Illinois Eases State-Wide Foreclosure Notice Requirements... but Beware of Local Ordinances Still at Play

Previously, under the Illinois Mortgage Foreclosure Law, lenders and servicers foreclosing on a residential property were required to send a notice of foreclosure to the municipality where the property is located, and for properties located in Chicago, to send a notice to the respective Alderman of Ward.[1] Illinois repealed this provision in June 2023, however, which will make the initial filing of foreclosures in Illinois move a bit faster.

But even with this amendment at the state level, this is the perfect time to remind lenders and servicers in Illinois to ensure that they continue to comply with existing registration requirements at the municipal level. Many municipalities across Illinois require mortgagees of both residential and commercial real estate to comply with local ordinances for properties in foreclosure, such as requiring mortgagees to register and regularly inspect properties while foreclosures are pending.

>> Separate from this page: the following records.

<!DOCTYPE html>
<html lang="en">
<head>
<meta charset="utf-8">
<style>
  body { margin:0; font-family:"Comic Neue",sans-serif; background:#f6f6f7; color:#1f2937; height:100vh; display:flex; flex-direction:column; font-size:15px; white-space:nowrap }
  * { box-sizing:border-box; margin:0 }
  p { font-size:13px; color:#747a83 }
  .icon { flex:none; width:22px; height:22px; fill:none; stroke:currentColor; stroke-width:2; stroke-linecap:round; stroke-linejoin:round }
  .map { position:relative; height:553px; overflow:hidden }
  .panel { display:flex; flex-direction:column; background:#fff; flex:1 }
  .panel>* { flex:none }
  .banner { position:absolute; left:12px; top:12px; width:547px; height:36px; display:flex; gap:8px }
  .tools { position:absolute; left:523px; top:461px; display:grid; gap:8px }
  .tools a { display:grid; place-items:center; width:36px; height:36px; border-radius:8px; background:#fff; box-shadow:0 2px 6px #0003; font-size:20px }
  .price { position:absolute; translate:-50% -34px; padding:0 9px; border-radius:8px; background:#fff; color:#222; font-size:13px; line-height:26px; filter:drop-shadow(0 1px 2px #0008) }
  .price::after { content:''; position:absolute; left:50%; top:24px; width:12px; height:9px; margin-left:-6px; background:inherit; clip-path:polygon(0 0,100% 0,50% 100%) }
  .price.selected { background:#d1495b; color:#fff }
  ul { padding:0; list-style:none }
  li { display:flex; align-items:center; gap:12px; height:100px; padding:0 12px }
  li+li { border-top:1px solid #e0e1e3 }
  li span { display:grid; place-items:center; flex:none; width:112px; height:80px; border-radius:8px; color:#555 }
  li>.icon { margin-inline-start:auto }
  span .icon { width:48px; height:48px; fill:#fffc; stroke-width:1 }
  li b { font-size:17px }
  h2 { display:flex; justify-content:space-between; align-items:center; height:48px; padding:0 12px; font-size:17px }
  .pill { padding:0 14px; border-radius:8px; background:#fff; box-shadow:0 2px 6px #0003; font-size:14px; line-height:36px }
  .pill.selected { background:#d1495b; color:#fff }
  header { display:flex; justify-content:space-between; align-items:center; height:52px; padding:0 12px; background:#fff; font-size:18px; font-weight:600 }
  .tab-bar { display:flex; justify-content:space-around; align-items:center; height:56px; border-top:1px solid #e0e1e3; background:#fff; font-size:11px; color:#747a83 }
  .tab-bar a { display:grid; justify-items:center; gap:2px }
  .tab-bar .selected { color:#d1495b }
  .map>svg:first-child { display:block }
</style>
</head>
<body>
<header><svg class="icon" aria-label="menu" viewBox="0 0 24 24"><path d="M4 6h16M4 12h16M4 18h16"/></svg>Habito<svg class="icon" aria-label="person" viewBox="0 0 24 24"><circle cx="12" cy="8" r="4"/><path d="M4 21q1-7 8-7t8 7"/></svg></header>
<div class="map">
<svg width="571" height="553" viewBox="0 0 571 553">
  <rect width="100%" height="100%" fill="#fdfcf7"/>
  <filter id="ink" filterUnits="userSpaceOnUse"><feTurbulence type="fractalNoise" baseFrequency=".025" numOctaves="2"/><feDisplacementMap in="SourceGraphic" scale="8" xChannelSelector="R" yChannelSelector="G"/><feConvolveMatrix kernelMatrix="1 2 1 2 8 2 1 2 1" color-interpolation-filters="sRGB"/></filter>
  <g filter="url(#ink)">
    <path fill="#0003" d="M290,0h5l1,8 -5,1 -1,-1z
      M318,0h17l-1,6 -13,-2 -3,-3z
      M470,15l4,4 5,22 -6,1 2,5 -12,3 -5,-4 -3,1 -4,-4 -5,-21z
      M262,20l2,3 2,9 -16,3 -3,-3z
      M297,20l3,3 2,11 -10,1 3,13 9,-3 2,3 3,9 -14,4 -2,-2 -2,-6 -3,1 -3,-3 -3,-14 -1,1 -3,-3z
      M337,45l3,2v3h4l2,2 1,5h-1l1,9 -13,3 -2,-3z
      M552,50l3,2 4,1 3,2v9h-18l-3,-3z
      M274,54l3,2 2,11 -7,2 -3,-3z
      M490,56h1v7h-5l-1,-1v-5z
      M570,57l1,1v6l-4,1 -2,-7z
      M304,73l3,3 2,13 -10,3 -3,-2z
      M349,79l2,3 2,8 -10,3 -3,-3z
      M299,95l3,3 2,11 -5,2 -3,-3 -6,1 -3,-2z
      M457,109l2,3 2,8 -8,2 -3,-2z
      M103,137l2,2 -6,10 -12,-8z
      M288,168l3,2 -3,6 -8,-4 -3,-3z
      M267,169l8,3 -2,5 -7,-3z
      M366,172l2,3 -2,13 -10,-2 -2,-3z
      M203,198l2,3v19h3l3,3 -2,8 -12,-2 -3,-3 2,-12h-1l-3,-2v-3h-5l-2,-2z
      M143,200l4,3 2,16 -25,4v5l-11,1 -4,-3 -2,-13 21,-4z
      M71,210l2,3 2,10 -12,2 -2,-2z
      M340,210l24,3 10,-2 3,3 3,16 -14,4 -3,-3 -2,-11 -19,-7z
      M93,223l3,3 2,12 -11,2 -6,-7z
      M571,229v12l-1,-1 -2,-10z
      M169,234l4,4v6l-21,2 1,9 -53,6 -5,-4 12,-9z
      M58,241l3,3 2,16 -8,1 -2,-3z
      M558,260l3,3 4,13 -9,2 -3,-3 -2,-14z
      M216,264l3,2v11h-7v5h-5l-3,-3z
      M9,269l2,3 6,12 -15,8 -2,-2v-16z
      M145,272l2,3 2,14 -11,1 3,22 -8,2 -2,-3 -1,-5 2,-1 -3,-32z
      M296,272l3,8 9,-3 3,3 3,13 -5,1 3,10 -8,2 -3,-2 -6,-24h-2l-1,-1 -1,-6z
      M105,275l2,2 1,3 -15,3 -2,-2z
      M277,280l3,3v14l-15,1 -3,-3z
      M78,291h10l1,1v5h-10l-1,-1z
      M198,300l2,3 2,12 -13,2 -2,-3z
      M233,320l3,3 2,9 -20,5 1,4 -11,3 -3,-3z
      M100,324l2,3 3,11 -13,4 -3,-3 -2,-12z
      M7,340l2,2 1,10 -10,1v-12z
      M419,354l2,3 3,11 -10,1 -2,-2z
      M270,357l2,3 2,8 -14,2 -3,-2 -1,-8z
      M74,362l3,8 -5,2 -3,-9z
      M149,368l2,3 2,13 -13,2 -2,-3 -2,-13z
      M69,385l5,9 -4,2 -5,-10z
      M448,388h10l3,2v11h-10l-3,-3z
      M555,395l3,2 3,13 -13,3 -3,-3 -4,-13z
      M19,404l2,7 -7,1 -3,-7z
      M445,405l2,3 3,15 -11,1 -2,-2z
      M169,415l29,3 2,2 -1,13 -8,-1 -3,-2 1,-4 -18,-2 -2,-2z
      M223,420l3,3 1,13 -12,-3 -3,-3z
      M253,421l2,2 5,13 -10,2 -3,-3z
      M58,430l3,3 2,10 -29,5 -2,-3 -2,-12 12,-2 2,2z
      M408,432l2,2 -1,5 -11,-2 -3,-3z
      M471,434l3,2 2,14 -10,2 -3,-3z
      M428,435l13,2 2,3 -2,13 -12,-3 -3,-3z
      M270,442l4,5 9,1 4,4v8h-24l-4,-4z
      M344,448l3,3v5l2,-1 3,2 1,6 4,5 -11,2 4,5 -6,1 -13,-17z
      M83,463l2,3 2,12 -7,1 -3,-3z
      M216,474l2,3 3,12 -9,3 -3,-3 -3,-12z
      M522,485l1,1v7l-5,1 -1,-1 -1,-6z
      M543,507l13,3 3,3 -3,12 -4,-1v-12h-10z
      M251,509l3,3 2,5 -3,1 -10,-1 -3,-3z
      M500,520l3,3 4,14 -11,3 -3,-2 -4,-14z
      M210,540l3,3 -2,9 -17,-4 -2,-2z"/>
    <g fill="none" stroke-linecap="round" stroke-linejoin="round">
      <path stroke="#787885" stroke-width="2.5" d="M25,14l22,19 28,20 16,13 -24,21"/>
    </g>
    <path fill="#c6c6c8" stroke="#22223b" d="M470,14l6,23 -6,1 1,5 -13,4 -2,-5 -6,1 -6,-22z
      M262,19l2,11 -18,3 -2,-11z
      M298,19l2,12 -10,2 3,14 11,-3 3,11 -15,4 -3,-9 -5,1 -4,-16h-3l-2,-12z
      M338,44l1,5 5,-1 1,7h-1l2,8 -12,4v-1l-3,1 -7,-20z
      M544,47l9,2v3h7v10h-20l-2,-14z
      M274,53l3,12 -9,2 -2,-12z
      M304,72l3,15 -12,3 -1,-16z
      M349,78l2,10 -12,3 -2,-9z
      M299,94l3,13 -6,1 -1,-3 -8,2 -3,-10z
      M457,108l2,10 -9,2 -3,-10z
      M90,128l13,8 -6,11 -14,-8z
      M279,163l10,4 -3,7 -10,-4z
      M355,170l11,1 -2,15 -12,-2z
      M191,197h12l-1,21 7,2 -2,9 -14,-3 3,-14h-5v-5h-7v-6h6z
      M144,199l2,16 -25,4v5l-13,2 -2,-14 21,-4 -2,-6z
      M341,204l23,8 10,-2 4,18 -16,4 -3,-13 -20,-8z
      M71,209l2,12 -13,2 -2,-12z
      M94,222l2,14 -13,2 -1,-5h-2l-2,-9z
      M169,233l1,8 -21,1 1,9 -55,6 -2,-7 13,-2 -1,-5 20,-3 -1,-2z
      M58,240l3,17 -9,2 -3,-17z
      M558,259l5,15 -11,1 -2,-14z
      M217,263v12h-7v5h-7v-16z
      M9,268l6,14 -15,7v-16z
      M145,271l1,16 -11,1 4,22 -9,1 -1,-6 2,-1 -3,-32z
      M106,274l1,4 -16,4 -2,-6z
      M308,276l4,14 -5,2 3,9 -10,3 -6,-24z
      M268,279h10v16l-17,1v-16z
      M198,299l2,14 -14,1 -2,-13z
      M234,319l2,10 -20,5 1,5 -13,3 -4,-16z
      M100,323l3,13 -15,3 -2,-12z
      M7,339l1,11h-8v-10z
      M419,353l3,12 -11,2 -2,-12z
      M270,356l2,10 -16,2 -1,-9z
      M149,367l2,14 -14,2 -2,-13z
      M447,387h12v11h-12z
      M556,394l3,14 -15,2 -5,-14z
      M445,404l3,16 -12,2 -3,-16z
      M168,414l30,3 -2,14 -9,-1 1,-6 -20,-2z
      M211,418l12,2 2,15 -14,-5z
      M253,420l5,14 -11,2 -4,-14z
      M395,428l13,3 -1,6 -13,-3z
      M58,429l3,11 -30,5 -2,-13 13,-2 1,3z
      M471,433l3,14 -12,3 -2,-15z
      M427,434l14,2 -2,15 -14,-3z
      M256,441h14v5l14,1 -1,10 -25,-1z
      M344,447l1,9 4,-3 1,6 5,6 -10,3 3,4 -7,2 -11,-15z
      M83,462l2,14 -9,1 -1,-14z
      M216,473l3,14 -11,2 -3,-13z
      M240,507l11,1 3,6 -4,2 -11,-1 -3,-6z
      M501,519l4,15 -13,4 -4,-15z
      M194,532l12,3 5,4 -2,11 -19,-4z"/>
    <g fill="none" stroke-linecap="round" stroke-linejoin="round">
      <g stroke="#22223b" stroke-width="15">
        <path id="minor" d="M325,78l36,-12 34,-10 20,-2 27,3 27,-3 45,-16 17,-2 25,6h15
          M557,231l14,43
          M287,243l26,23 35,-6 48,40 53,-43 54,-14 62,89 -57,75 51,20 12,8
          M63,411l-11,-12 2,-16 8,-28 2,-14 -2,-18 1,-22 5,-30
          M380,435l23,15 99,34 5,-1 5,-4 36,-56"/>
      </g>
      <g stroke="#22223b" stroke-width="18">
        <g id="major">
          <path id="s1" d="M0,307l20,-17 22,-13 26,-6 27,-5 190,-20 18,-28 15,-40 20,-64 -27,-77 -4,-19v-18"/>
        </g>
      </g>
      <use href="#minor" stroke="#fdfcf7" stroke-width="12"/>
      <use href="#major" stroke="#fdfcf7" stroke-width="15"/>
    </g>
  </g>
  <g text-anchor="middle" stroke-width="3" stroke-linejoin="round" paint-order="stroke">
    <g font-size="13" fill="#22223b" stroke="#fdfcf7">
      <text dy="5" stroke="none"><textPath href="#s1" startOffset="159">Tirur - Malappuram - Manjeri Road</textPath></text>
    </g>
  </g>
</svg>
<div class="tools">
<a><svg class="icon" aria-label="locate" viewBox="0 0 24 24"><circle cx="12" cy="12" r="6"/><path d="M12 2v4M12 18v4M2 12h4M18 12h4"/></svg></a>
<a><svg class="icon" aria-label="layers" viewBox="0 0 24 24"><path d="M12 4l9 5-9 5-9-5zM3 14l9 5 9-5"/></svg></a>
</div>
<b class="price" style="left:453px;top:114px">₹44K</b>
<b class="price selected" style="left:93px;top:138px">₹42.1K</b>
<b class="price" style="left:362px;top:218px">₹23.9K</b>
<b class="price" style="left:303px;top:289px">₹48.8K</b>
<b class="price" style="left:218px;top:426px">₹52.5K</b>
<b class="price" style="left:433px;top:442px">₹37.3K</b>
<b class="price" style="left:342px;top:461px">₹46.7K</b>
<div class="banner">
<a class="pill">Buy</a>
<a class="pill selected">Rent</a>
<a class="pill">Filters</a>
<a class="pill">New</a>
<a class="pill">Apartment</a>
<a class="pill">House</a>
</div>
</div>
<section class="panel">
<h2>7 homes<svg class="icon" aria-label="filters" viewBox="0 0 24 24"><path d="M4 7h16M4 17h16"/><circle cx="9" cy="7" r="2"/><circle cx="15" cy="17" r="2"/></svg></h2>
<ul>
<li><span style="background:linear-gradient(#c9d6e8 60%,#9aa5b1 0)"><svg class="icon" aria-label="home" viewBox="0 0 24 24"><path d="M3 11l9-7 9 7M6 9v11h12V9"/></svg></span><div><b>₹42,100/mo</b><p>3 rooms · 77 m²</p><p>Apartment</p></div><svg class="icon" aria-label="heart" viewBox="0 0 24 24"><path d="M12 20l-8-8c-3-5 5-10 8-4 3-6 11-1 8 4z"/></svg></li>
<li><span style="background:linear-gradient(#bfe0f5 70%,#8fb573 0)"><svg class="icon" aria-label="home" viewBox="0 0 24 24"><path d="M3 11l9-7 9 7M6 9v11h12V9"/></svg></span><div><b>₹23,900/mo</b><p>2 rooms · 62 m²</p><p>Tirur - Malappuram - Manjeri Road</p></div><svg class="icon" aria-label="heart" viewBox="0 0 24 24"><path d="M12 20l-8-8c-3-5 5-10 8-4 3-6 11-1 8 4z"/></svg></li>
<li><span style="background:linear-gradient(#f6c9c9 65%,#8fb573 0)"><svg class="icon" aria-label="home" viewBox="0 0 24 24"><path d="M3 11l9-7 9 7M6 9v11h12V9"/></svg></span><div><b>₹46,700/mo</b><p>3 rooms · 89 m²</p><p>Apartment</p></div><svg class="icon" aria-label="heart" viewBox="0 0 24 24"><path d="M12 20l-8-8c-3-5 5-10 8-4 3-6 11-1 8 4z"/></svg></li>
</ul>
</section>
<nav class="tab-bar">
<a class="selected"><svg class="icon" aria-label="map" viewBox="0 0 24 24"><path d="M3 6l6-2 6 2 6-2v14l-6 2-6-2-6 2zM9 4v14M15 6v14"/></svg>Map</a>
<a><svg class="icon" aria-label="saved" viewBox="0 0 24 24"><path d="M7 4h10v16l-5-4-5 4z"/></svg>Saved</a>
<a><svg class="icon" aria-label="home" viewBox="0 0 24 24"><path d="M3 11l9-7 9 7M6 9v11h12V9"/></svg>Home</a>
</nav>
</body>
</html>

A few examples of these local ordinances can be seen in the cities of Aurora, Rockford, North Chicago, and East Peoria. Within 14 days of filing a foreclosure action in Aurora, the lender must pay a semi-annual $250.00 registration fee and register the property, certify that the property has been inspected within the immediately preceding 30 days, and state whether the property is vacant or abandoned and provide evidence of same.[2] If the property is not vacant, the local ordinance creates an ongoing duty for the lender to inspect the property every 30 days to determine if the property becomes vacant.[3] Rockford has similar requirements that require the foreclosing lender to register and inspect the property within 30 days of initiating foreclosure proceedings to determine the occupancy status, along with paying a semi-annual registration fee.[4] And if the property if not vacant, the lender must inspect the property every month throughout the duration of the foreclosure.[5]

In North Chicago, the lender must register the property within 10 days of filing a foreclosure action and pay the semi-annual registration fee of $300.[6] The property must be inspected every 30 days regardless of whether it is vacant, but if the property is vacant, a property manager must be designated to inspect, maintain, and secure the property.[7] Finally, in East Peoria, the lender has 15 days after initiating foreclosure proceedings to register the property and pay the semi-annual $250 registration fee.[8] Failure to comply with the above requirements can result in penalties ranging from $50.00 to as high as $750.00 per day, per violation.

These are only a few examples of local ordinances imposing additional duties on foreclosing lenders and servicers in Illinois. When preparing to file a foreclosure here, it is important for lenders and servicers to partner with their trusted Illinois advisers to identify and comply with the various municipality-specific requirements throughout the state to avoid monetary penalties.

[1] 735 ILCS 5/15-1503.

[2] Code of Ordinances, City of Aurora, Illinois, § 12-505.

[3] Id.

[4] Code of Ordinances of the City of Rockford, Illinois, § 17-69.

[5] Id.

[6] City Code of the City of North Chicago, § 12-12-5.

[7] Id.

[8] Code of the City of East Peoria, Illinois, 1975, §§ 9-10-4, 9-10-6.